- _What you have to do_
Please copy the lines below exactly, from the first one through the line showing "filter:drop-shadow(2px 0 #9f9f9f)".

- _Extracted data_
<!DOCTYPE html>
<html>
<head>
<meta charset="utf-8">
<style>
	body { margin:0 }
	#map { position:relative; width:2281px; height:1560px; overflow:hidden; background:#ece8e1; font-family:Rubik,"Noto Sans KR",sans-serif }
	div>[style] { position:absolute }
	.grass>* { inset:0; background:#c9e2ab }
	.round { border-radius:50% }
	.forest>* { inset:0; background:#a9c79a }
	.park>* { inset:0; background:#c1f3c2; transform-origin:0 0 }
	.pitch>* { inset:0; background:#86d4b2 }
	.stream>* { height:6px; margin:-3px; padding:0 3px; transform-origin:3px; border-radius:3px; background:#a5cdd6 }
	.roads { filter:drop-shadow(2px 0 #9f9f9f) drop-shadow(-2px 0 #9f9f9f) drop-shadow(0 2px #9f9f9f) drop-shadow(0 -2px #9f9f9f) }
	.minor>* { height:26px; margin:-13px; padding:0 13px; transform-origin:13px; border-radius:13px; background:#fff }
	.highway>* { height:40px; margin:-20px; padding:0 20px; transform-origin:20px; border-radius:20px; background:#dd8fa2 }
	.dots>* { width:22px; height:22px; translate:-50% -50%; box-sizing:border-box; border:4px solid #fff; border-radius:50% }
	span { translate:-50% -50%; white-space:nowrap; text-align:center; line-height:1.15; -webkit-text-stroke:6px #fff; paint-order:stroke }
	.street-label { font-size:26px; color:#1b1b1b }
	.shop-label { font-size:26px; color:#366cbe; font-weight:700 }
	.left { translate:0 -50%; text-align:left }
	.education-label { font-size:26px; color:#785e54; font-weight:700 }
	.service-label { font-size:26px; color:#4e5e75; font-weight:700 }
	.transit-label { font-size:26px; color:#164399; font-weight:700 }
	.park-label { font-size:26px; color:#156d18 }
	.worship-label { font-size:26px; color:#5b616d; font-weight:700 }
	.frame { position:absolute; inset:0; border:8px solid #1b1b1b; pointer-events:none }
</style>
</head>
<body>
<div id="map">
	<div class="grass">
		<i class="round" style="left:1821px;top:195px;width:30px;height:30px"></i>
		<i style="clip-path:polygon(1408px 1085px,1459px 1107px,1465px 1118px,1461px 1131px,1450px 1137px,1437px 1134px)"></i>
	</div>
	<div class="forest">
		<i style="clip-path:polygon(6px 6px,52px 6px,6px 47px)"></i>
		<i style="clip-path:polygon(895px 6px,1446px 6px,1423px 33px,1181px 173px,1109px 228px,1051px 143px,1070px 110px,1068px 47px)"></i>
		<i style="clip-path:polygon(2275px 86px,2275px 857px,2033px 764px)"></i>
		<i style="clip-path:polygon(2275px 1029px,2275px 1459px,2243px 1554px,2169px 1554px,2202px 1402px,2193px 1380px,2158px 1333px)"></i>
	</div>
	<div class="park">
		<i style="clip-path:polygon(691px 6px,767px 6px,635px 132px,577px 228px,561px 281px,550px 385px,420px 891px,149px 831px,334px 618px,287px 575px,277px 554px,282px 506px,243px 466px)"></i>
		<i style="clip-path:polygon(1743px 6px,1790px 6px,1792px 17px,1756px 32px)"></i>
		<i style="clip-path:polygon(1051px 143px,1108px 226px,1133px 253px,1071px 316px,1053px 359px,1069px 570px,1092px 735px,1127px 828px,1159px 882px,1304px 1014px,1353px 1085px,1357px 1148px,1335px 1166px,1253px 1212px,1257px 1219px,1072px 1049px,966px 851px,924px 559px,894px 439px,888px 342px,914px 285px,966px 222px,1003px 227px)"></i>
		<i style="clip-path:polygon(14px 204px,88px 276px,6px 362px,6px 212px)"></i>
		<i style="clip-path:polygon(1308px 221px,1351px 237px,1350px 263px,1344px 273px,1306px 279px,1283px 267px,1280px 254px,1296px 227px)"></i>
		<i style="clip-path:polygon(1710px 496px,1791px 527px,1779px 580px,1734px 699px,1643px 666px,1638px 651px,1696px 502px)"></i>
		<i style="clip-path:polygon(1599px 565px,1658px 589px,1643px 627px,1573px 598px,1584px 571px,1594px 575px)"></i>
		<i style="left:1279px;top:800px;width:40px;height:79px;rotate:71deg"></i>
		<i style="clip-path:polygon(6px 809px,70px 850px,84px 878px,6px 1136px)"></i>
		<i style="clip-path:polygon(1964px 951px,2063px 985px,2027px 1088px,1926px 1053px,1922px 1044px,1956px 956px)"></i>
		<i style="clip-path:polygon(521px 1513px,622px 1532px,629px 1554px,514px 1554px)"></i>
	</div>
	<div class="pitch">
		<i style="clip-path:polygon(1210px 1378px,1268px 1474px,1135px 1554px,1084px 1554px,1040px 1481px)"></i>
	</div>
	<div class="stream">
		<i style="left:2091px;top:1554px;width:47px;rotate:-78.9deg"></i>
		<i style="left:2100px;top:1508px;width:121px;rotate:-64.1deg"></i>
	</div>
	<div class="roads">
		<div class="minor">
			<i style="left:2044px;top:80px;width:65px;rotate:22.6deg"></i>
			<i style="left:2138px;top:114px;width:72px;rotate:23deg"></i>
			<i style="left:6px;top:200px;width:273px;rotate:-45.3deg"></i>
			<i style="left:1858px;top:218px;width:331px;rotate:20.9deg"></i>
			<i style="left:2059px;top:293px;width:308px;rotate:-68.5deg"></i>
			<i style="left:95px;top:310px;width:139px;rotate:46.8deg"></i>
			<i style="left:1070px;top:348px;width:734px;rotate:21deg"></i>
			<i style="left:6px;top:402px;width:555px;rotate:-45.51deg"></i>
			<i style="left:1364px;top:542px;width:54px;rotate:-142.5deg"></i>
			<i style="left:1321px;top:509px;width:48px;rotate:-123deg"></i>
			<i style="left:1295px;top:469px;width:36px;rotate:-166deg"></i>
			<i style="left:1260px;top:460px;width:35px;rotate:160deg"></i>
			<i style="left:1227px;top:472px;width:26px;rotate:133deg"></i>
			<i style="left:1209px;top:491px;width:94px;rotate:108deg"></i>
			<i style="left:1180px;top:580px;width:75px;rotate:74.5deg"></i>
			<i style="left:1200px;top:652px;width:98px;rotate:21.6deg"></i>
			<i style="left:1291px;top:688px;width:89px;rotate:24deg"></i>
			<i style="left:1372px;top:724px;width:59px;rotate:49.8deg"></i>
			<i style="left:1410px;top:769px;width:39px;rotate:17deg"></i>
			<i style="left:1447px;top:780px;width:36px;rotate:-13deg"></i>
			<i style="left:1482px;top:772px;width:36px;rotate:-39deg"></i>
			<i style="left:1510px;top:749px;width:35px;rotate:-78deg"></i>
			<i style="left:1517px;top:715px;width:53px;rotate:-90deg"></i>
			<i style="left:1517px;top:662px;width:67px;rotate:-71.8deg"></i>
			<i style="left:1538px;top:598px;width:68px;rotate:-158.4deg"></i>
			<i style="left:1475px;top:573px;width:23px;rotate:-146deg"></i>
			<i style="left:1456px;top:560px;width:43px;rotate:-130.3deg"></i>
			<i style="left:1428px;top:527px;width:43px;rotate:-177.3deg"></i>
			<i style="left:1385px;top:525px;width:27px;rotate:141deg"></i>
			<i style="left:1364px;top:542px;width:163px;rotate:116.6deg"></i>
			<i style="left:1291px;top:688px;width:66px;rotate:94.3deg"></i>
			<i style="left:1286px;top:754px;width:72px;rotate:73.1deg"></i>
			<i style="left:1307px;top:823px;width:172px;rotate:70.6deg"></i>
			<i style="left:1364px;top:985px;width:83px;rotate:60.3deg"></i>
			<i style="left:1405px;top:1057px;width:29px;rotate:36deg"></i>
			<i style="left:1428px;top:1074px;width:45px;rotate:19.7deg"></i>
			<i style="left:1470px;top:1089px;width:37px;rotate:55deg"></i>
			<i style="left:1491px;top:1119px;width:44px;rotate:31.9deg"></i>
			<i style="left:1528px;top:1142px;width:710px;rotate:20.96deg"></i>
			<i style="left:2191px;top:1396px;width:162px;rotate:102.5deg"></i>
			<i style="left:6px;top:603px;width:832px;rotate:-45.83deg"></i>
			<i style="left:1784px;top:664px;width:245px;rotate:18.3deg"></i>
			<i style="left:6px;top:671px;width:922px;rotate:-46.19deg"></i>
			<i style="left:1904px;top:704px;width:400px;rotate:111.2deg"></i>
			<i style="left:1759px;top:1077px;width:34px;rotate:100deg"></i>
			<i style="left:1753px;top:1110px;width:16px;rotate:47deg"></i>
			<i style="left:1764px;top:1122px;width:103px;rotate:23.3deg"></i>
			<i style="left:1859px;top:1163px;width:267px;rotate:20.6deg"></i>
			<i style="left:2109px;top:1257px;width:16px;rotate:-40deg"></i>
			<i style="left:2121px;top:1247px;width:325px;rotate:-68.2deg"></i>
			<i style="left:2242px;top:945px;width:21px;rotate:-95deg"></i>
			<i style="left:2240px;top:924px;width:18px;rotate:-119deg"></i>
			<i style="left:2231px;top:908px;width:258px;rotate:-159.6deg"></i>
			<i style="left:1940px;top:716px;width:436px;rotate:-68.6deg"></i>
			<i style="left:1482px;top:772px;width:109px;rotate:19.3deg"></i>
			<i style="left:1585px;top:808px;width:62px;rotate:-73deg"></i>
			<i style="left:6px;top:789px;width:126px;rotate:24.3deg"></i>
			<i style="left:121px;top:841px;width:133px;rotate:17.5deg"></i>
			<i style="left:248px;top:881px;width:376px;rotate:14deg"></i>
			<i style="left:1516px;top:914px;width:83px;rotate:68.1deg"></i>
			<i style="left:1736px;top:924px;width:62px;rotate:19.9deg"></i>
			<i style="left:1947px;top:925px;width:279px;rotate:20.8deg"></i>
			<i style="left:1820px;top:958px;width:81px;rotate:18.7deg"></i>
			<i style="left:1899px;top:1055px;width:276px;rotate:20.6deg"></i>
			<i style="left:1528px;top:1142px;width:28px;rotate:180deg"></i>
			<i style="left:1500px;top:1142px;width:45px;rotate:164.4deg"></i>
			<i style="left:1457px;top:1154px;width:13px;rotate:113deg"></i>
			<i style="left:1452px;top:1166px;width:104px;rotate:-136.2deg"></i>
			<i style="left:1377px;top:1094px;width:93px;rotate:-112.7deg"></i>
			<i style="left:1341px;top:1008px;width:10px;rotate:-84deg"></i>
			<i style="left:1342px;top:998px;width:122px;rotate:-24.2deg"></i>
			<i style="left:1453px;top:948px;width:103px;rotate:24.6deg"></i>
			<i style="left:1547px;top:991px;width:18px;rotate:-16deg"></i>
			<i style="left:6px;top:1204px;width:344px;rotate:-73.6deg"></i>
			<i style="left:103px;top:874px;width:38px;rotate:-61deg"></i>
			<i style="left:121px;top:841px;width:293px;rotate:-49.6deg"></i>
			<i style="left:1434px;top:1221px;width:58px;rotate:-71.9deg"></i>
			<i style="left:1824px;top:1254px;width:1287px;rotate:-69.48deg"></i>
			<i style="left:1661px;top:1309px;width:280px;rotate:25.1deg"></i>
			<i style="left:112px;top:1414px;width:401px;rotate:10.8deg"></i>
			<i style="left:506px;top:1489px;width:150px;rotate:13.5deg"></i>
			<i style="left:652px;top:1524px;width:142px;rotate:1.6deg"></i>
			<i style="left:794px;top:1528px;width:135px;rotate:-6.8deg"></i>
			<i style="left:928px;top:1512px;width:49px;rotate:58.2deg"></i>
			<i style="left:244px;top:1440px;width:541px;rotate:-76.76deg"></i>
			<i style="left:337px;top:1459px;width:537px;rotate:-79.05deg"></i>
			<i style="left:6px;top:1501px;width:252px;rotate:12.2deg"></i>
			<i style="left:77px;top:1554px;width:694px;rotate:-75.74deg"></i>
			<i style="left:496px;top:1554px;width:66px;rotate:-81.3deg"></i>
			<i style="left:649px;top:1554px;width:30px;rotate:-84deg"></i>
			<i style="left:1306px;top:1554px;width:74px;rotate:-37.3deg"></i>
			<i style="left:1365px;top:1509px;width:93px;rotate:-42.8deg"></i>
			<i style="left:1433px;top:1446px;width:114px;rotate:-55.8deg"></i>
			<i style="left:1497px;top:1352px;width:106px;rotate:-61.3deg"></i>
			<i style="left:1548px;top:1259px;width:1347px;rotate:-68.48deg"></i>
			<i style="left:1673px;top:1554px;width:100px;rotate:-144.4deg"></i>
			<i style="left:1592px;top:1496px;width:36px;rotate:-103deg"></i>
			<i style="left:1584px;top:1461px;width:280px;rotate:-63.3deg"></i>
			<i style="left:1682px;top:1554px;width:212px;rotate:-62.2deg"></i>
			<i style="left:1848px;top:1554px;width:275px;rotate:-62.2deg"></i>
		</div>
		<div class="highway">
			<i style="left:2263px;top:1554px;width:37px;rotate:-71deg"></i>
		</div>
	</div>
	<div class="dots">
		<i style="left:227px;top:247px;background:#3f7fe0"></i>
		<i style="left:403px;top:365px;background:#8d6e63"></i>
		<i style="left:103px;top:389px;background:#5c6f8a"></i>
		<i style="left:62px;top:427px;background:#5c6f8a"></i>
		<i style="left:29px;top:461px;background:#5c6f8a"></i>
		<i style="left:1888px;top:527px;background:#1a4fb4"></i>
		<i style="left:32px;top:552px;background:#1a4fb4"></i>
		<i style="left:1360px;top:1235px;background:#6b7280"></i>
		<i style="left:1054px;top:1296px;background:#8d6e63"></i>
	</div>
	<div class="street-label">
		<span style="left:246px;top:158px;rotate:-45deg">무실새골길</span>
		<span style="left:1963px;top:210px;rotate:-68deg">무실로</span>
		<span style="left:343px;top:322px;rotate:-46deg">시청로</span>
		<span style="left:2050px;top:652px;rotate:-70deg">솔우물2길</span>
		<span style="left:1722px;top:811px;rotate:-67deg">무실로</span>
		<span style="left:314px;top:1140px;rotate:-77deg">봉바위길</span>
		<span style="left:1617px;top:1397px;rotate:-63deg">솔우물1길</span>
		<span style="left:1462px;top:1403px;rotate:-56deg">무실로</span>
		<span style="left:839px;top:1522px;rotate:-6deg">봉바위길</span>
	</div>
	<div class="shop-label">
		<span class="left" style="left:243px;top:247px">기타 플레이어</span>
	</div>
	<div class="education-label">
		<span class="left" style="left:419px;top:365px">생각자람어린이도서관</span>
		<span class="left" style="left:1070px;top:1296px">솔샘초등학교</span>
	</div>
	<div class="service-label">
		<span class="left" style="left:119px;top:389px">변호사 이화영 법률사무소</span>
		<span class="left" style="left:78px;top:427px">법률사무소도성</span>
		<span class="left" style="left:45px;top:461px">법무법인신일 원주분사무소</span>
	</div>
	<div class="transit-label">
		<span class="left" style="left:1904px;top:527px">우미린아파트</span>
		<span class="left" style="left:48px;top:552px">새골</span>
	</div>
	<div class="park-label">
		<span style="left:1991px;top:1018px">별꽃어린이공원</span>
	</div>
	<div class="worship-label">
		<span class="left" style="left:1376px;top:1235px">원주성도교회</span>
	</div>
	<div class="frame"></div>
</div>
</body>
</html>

- _Written answer_
<!DOCTYPE html>
<html>
<head>
<meta charset="utf-8">
<style>
	body { margin:0 }
	#map { position:relative; width:2281px; height:1560px; overflow:hidden; background:#ece8e1; font-family:Rubik,"Noto Sans KR",sans-serif }
	div>[style] { position:absolute }
	.grass>* { inset:0; background:#c9e2ab }
	.round { border-radius:50% }
	.forest>* { inset:0; background:#a9c79a }
	.park>* { inset:0; background:#c1f3c2; transform-origin:0 0 }
	.pitch>* { inset:0; background:#86d4b2 }
	.stream>* { height:6px; margin:-3px; padding:0 3px; transform-origin:3px; border-radius:3px; background:#a5cdd6 }
	.roads { filter:drop-shadow(2px 0 #9f9f9f) drop-shadow(-2px 0 #9f9f9f) drop-shadow(0 2px #9f9f9f) drop-shadow(0 -2px #9f9f9f) }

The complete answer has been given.